The city has hired four community organizers to do outreach and collect data on the west side this year, including tabling at farmers' markets, health fairs, and block parties. At the MBAC meeting, organizers Brittanii' Batts, DeAndre Bingham, and Antonio Redmond discussed their data-collection strategies. These include community maps where residents can indicate hot spots for dangerous driving behaviors such as speeding, failure to yield to pedestrians in crosswalks, and red light running, as well as hot spots for crime.

"We get a lot of questions about crime," Bingham said. "We tie it into Vision Zero—that if we can get more out on the streets to start walking and biking and being more visible in their neighborhoods, we can cut down on crime rates."

In addition the organizers are distributing a traffic safety survey, also available online, that asks west-siders about their commuting habits, whether they feel safe walking, biking, and riding transit in their neighborhoods, and what the one thing is they'd like to see happen to improve traffic safety in their communities; choices for the last include education events, traffic ticketing, lower speed limits, changes to street design, and none of the above. Respondents can enter a drawing to win a $50 gift card.

At the MBAC meeting, Slow Roll outreach coordinator Romina Castillo asked whether residents have been receptive to new bike lanes, which also shorten pedestrian crossing distances and calm traffic. "Are people like, 'Oh yes, we want more of these'?"

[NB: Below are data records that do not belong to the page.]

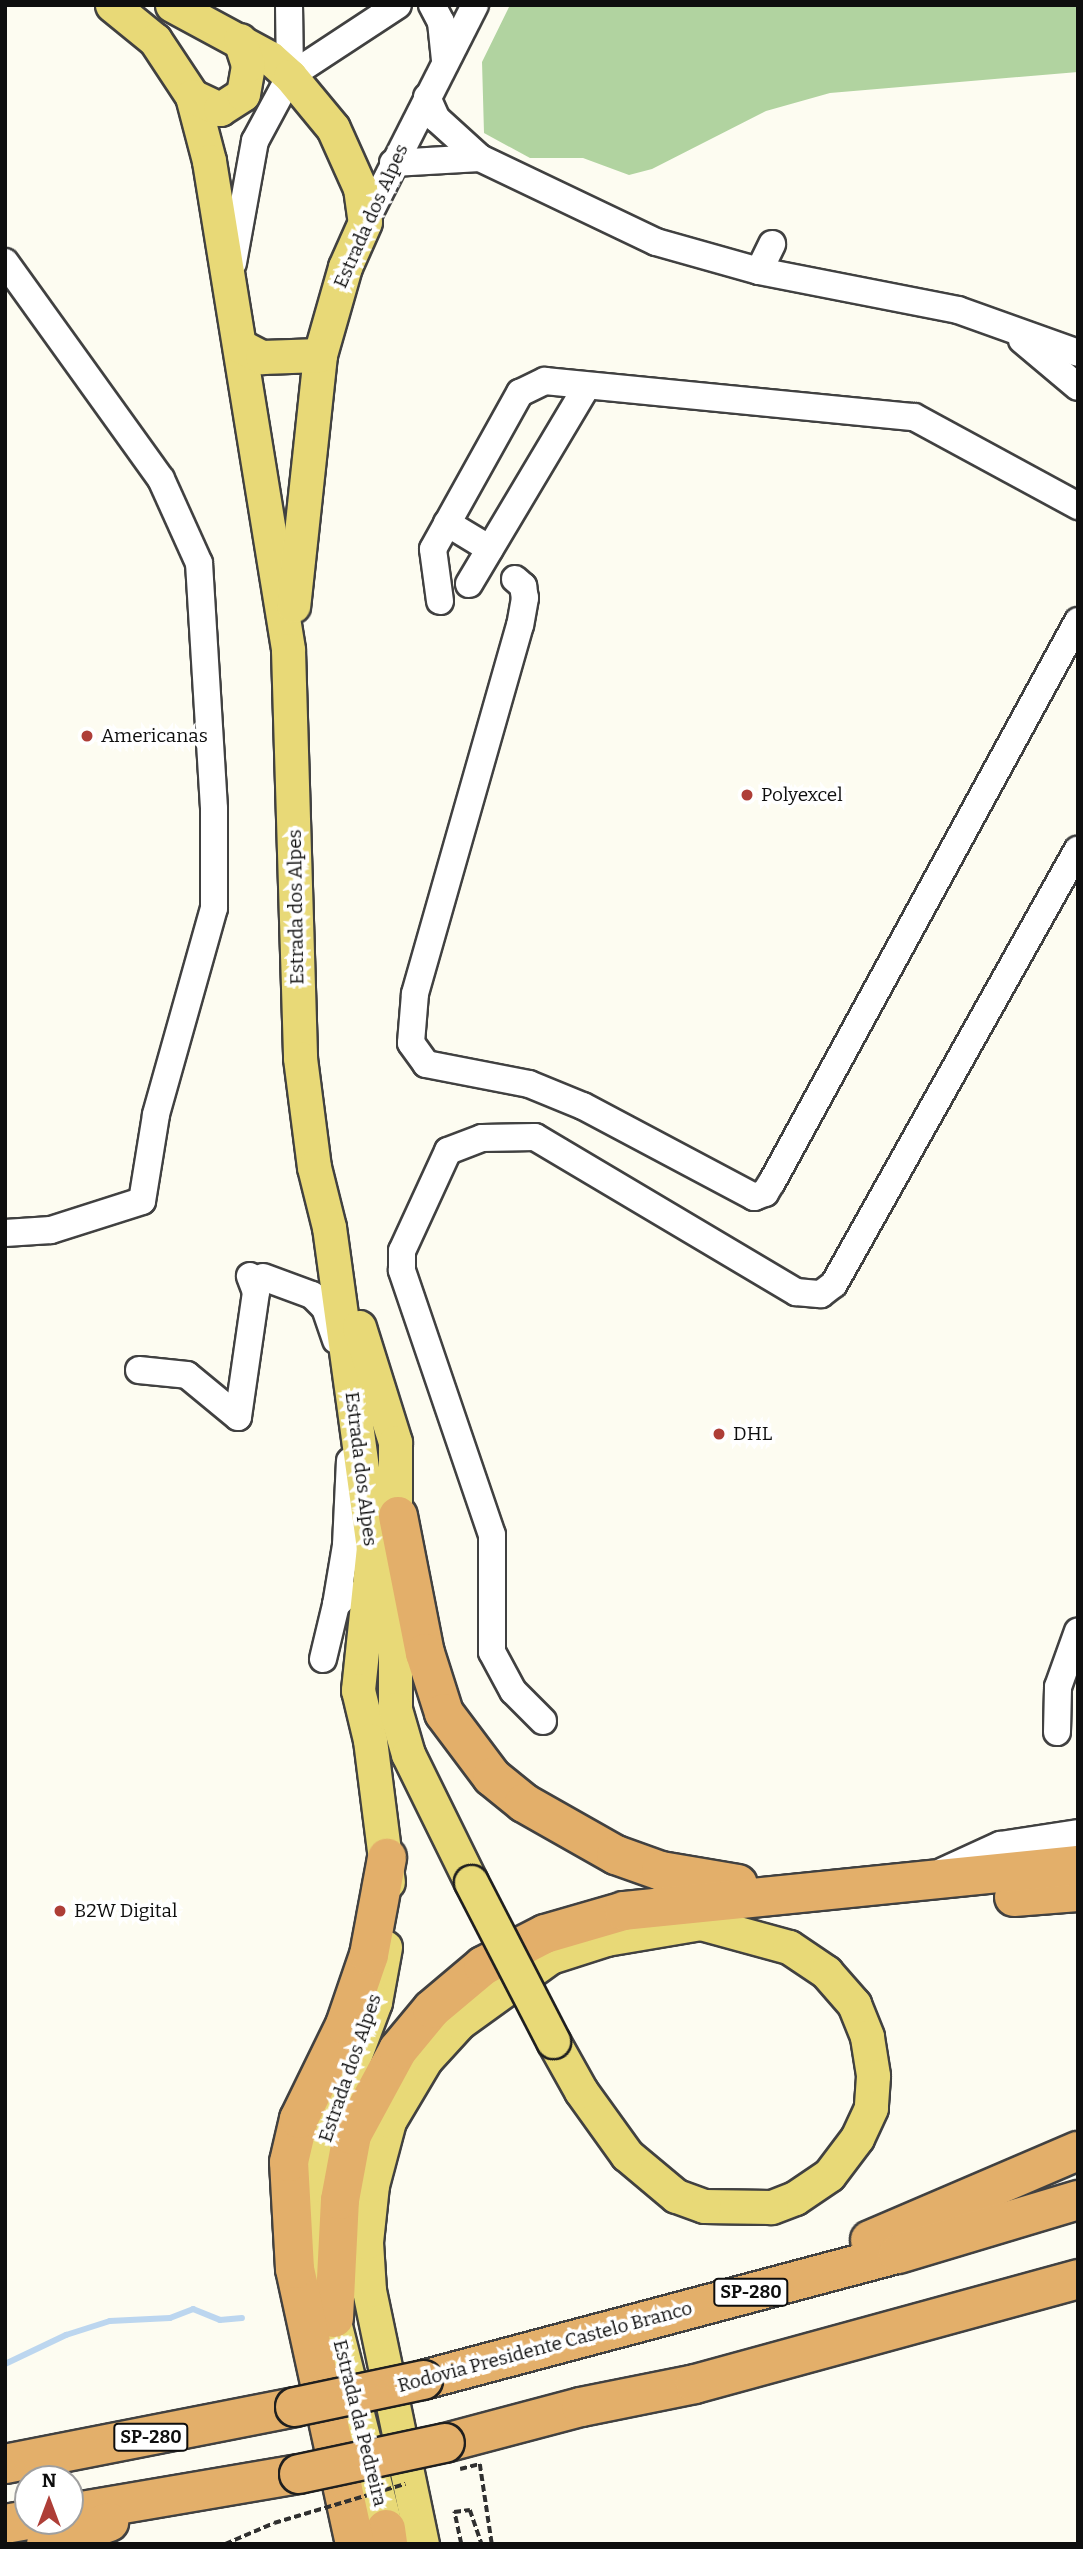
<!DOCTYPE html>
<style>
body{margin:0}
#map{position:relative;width:1083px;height:2549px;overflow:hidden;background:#fdfcf1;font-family:Bitter,serif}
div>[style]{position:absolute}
.forest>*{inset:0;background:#b1d3a0}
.stream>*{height:6px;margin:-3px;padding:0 3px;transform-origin:3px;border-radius:3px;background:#bcd6ef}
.path>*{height:3.5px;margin-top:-1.75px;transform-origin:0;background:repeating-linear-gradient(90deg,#303030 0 7px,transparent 0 10.5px)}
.roads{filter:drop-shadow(2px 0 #414141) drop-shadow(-2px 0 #414141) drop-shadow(0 2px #414141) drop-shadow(0 -2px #414141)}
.minor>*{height:26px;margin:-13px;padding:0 13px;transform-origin:13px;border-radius:13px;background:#fff}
.major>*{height:33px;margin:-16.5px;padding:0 16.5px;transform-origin:16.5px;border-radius:16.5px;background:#e8d977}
.highway>*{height:38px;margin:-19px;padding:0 19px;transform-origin:19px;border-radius:19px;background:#e3af6a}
.path-bridge>*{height:3.5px;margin-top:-1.75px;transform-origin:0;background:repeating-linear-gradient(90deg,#303030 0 7px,transparent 0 10.5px)}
.bridges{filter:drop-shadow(2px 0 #1f1f1f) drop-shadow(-2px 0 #1f1f1f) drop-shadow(0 2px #1f1f1f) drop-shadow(0 -2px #1f1f1f)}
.major-bridge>*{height:33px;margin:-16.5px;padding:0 16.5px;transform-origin:16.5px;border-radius:16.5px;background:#e8d977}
.highway-bridge>*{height:38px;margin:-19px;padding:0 19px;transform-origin:19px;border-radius:19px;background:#e3af6a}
.dots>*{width:19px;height:19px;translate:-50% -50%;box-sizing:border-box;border:4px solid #fff;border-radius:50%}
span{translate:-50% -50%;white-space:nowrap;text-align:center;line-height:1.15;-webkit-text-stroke:7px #fff;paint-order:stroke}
.shield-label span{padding:2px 5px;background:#fff;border:2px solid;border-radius:5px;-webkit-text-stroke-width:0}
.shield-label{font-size:18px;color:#0e0e0e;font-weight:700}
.street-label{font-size:19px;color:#0e0e0e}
.poi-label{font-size:19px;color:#0e0e0e}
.left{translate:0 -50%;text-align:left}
.frame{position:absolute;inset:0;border:7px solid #0e0e0e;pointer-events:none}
.north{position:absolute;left:14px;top:2465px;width:70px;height:70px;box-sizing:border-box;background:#fff;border:2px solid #9f9f9f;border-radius:50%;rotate:0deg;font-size:19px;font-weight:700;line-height:28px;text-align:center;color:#0e0e0e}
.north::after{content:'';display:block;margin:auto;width:24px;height:32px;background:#ae3e37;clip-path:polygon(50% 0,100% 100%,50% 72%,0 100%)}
</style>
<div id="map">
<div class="forest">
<i style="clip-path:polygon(510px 5px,1078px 5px,1078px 72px,830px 93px,766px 111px,652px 169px,629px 175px,583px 158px,530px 158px,484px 133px,482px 62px)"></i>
</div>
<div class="stream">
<i style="left:5px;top:2364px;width:68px;rotate:-25.4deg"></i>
<i style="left:66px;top:2335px;width:46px;rotate:-17.7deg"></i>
<i style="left:110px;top:2321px;width:60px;rotate:-2.9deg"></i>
<i style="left:170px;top:2318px;width:25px;rotate:-21deg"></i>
<i style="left:193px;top:2309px;width:29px;rotate:22deg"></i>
<i style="left:220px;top:2320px;width:22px;rotate:-5deg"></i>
</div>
<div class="path">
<i style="left:461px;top:2544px;width:33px;rotate:-102deg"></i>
<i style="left:454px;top:2512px;width:16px;rotate:-7deg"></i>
<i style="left:470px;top:2510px;width:36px;rotate:71deg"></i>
</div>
<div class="roads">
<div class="minor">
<i style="left:432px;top:5px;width:19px;rotate:62deg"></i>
<i style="left:441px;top:22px;width:39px;rotate:84deg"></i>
<i style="left:290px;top:76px;width:129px;rotate:-33.3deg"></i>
<i style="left:427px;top:97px;width:24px;rotate:66deg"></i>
<i style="left:437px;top:119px;width:58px;rotate:42.2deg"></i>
<i style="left:480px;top:158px;width:195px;rotate:25.5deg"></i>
<i style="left:656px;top:242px;width:107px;rotate:15.7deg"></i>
<i style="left:759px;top:271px;width:203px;rotate:11.1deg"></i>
<i style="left:958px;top:310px;width:127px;rotate:19.7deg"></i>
<i style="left:393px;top:163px;width:87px;rotate:-3.3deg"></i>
<i style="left:365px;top:222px;width:243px;rotate:-63.1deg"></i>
<i style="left:5px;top:262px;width:267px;rotate:54.3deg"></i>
<i style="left:161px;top:479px;width:92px;rotate:65.7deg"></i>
<i style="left:199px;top:563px;width:246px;rotate:86.5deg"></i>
<i style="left:214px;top:809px;width:99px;rotate:90deg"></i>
<i style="left:214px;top:908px;width:215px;rotate:105.7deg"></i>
<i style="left:156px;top:1115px;width:87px;rotate:99.2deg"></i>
<i style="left:142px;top:1201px;width:96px;rotate:162.3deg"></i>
<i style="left:51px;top:1230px;width:46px;rotate:176.3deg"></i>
<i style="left:233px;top:263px;width:124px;rotate:-79.8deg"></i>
<i style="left:255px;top:141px;width:74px;rotate:-61.7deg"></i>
<i style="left:290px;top:76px;width:71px;rotate:-90.8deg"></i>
<i style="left:759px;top:271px;width:30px;rotate:-64deg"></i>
<i style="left:1022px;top:340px;width:73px;rotate:40deg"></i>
<i style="left:447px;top:523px;width:50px;rotate:31.2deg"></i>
<i style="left:515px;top:579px;width:11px;rotate:41deg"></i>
<i style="left:523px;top:586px;width:12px;rotate:81deg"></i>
<i style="left:525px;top:598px;width:27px;rotate:100deg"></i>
<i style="left:520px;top:625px;width:384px;rotate:105.9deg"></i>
<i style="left:415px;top:994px;width:49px;rotate:94.7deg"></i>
<i style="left:411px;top:1043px;width:26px;rotate:54deg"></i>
<i style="left:426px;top:1064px;width:105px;rotate:11deg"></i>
<i style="left:529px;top:1084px;width:58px;rotate:22.2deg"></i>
<i style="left:583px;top:1106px;width:194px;rotate:28deg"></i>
<i style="left:754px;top:1197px;width:12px;rotate:-20deg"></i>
<i style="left:765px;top:1193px;width:13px;rotate:-58deg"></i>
<i style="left:772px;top:1182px;width:639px;rotate:-61.39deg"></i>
<i style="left:469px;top:584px;width:228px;rotate:-59.2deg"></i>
<i style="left:440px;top:601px;width:52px;rotate:-97.7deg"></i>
<i style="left:433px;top:549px;width:179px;rotate:-60.9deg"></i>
<i style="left:520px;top:393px;width:28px;rotate:-26deg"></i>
<i style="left:545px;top:381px;width:371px;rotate:5.6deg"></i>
<i style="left:914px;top:417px;width:187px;rotate:28.5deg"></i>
<i style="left:263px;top:1277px;width:52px;rotate:20.2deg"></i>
<i style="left:312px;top:1295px;width:18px;rotate:45deg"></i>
<i style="left:325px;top:1308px;width:34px;rotate:71deg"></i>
<i style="left:139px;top:1370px;width:48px;rotate:5.9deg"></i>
<i style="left:187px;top:1375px;width:66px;rotate:39.5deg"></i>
<i style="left:238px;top:1417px;width:126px;rotate:-81.8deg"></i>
<i style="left:256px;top:1292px;width:17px;rotate:-111deg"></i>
<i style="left:336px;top:1605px;width:61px;rotate:-80.5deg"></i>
<i style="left:346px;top:1545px;width:84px;rotate:-87.3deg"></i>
<i style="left:323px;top:1659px;width:56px;rotate:-76.5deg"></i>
<i style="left:336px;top:1605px;width:16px;rotate:-45deg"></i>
<i style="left:543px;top:1721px;width:42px;rotate:-135deg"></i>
<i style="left:513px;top:1691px;width:44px;rotate:-118.3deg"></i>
<i style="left:492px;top:1652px;width:117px;rotate:-90deg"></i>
<i style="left:492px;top:1535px;width:280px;rotate:-108.8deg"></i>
<i style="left:402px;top:1270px;width:19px;rotate:-90deg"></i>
<i style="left:402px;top:1251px;width:110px;rotate:-65.3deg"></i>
<i style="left:448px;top:1151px;width:36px;rotate:-21deg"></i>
<i style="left:482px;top:1138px;width:53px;rotate:-1.1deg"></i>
<i style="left:535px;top:1137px;width:304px;rotate:30.7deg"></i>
<i style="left:796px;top:1292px;width:25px;rotate:5deg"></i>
<i style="left:821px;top:1294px;width:16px;rotate:-38deg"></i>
<i style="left:834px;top:1284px;width:498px;rotate:-60.7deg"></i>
<i style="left:1057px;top:1732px;width:45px;rotate:-88.7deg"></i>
<i style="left:1058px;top:1687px;width:59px;rotate:-70.3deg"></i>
<i style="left:943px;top:1871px;width:63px;rotate:-24.5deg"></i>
<i style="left:1000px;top:1845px;width:79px;rotate:-8.7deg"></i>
</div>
<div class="major">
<i style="left:112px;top:5px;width:55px;rotate:39.1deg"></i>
<i style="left:155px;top:40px;width:67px;rotate:56.5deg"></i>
<i style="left:192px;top:96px;width:67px;rotate:75.3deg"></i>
<i style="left:209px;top:161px;width:495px;rotate:80.8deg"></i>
<i style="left:288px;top:650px;width:408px;rotate:88.3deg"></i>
<i style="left:300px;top:1058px;width:110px;rotate:82.7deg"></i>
<i style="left:314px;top:1167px;width:62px;rotate:76deg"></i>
<i style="left:329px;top:1227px;width:323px;rotate:82.2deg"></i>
<i style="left:373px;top:1547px;width:144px;rotate:96deg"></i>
<i style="left:358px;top:1690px;width:51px;rotate:76.5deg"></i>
<i style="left:370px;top:1740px;width:143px;rotate:82.8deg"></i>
<i style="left:172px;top:5px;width:111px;rotate:28.4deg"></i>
<i style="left:270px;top:58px;width:27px;rotate:42deg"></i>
<i style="left:290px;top:76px;width:67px;rotate:50.4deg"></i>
<i style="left:333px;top:128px;width:66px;rotate:65.8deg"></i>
<i style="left:360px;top:188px;width:34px;rotate:82deg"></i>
<i style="left:365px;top:222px;width:49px;rotate:114deg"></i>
<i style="left:345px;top:267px;width:91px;rotate:105.9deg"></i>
<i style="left:320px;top:355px;width:252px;rotate:96.1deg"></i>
<i style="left:192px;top:96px;width:31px;rotate:25deg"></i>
<i style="left:220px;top:109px;width:27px;rotate:-33deg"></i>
<i style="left:243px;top:94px;width:29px;rotate:-80deg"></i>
<i style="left:248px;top:65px;width:26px;rotate:-108deg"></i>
<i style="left:240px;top:346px;width:25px;rotate:27deg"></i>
<i style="left:262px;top:357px;width:58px;rotate:-2deg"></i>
<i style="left:359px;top:1327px;width:121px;rotate:72.6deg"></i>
<i style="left:395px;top:1442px;width:267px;rotate:90deg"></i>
<i style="left:395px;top:1709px;width:47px;rotate:73.9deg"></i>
<i style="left:408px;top:1754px;width:143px;rotate:63.8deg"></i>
<i style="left:385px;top:1947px;width:56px;rotate:100.3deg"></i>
<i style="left:375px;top:2002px;width:136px;rotate:110.7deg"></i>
<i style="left:327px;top:2129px;width:40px;rotate:103deg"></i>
<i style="left:318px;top:2168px;width:49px;rotate:94.7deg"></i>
<i style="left:314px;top:2217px;width:49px;rotate:83deg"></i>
<i style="left:320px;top:2266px;width:287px;rotate:75.9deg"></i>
<i style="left:422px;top:2544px;width:259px;rotate:-101.8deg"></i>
<i style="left:369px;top:2290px;width:48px;rotate:-93.6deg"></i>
<i style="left:366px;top:2242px;width:57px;rotate:-84deg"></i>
<i style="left:372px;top:2185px;width:66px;rotate:-75.1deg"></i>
<i style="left:389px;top:2121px;width:72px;rotate:-59.2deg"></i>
<i style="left:426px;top:2059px;width:50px;rotate:-47.4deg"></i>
<i style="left:460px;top:2022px;width:111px;rotate:-35.8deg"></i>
<i style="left:550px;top:1957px;width:59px;rotate:-17.8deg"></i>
<i style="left:606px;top:1939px;width:96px;rotate:-9.6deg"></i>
<i style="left:701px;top:1923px;width:91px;rotate:15.3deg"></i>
<i style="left:789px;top:1947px;width:45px;rotate:34deg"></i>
<i style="left:826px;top:1972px;width:43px;rotate:48.8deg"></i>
<i style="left:854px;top:2004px;width:35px;rotate:68deg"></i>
<i style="left:867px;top:2037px;width:39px;rotate:81deg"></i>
<i style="left:873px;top:2076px;width:32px;rotate:94deg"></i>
<i style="left:871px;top:2108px;width:33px;rotate:115deg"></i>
<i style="left:857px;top:2138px;width:46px;rotate:127.1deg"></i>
<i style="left:829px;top:2175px;width:41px;rotate:145.9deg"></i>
<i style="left:795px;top:2198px;width:26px;rotate:159deg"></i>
<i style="left:771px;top:2207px;width:67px;rotate:-179.1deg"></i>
<i style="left:704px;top:2206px;width:30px;rotate:-160deg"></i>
<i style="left:676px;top:2196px;width:64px;rotate:-140.1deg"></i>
<i style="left:627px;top:2155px;width:79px;rotate:-125.7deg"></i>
<i style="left:581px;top:2091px;width:57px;rotate:-119.2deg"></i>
</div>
<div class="highway">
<i style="left:398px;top:1516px;width:140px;rotate:78.9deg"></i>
<i style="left:425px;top:1653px;width:63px;rotate:72.4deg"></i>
<i style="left:444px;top:1713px;width:80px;rotate:53.1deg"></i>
<i style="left:492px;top:1777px;width:41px;rotate:39.1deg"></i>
<i style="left:524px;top:1803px;width:106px;rotate:29.5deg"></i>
<i style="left:616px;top:1855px;width:48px;rotate:19.6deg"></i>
<i style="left:661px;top:1871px;width:78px;rotate:9.6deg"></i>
<i style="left:1014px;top:1897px;width:64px;rotate:-4.5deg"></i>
<i style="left:870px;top:2240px;width:226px;rotate:-23.2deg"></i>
<i style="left:334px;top:2318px;width:118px;rotate:-87.1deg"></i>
<i style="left:340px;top:2200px;width:66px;rotate:-79.5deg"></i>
<i style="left:352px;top:2135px;width:97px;rotate:-61.6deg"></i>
<i style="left:398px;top:2050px;width:53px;rotate:-50.3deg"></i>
<i style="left:432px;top:2009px;width:67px;rotate:-40.1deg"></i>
<i style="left:483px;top:1966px;width:70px;rotate:-27.3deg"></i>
<i style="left:545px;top:1934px;width:82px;rotate:-16.2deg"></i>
<i style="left:624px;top:1911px;width:456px;rotate:-5.8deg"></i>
<i style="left:423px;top:2380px;width:491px;rotate:-14.9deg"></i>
<i style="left:898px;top:2254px;width:188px;rotate:-16.7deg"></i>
<i style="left:445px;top:2443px;width:141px;rotate:-14.8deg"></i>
<i style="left:581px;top:2407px;width:116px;rotate:-11.4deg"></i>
<i style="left:695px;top:2384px;width:397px;rotate:-15.3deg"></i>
<i style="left:5px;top:2464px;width:296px;rotate:-11.1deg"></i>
<i style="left:70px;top:2513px;width:232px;rotate:-9.7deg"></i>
<i style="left:5px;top:2524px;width:23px;rotate:-10deg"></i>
<i style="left:386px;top:2529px;width:15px;rotate:82deg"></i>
<i style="left:46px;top:2544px;width:67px;rotate:-19.2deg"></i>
<i style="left:355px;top:2544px;width:281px;rotate:-102.3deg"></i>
<i style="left:295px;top:2269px;width:107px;rotate:-93.2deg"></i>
<i style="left:289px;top:2162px;width:44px;rotate:-76.9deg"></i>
<i style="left:299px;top:2119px;width:105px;rotate:-63.9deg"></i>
<i style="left:345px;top:2025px;width:74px;rotate:-71.1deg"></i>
<i style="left:369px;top:1955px;width:99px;rotate:-79.5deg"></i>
</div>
</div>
<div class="path-bridge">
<i style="left:460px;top:2469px;width:21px;rotate:-14deg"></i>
<i style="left:480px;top:2464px;width:81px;rotate:81.5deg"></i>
<i style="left:225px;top:2544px;width:53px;rotate:-23.2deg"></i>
<i style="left:274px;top:2523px;width:137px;rotate:-16.6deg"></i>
</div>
<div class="bridges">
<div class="major-bridge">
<i style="left:471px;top:1882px;width:179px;rotate:62.7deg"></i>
</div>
<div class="highway-bridge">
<i style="left:295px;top:2407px;width:131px;rotate:-11.9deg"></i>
<i style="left:299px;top:2474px;width:149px;rotate:-12deg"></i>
</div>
</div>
<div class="dots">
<i style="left:87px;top:736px;background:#ae3e37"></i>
<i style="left:747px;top:795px;background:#ae3e37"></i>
<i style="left:719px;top:1434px;background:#ae3e37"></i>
<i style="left:60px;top:1911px;background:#ae3e37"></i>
</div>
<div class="shield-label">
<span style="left:751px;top:2292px">SP-280</span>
<span style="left:151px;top:2437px">SP-280</span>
</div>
<div class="street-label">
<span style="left:371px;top:216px;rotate:-66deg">Estrada dos Alpes</span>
<span style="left:296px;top:907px;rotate:-91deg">Estrada dos Alpes</span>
<span style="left:361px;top:1469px;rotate:83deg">Estrada dos Alpes</span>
<span style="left:350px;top:2068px;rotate:-71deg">Estrada dos Alpes</span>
<span style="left:545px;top:2347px;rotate:-15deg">Rodovia Presidente Castelo Branco</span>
<span style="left:360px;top:2423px;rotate:76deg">Estrada da Pedreira</span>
</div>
<div class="poi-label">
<span class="left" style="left:101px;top:736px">Americanas</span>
<span class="left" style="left:761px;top:795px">Polyexcel</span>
<span class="left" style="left:733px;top:1434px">DHL</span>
<span class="left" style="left:74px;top:1911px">B2W Digital</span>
</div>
<div class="frame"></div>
<div class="north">N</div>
</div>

Redmond said many locals are still getting used to having bike lanes in their communities, but that the organizers have been spreading the word about their benefits. "I'm a biker myself and I live on the west side," he said. "I tell them the bike lanes are not just there to look European."

CDOT is hosting three Vision Zero open houses on September 26 in North Lawndale, September 27 in Garfield Park, and September 30 in Austin, with free food and activities for children. Presentations on neighborhood concerns and priorities around dangerous driving will begin a half hour after doors open.   v


John Greenfield edits the transportation news website Streetsblog Chicago.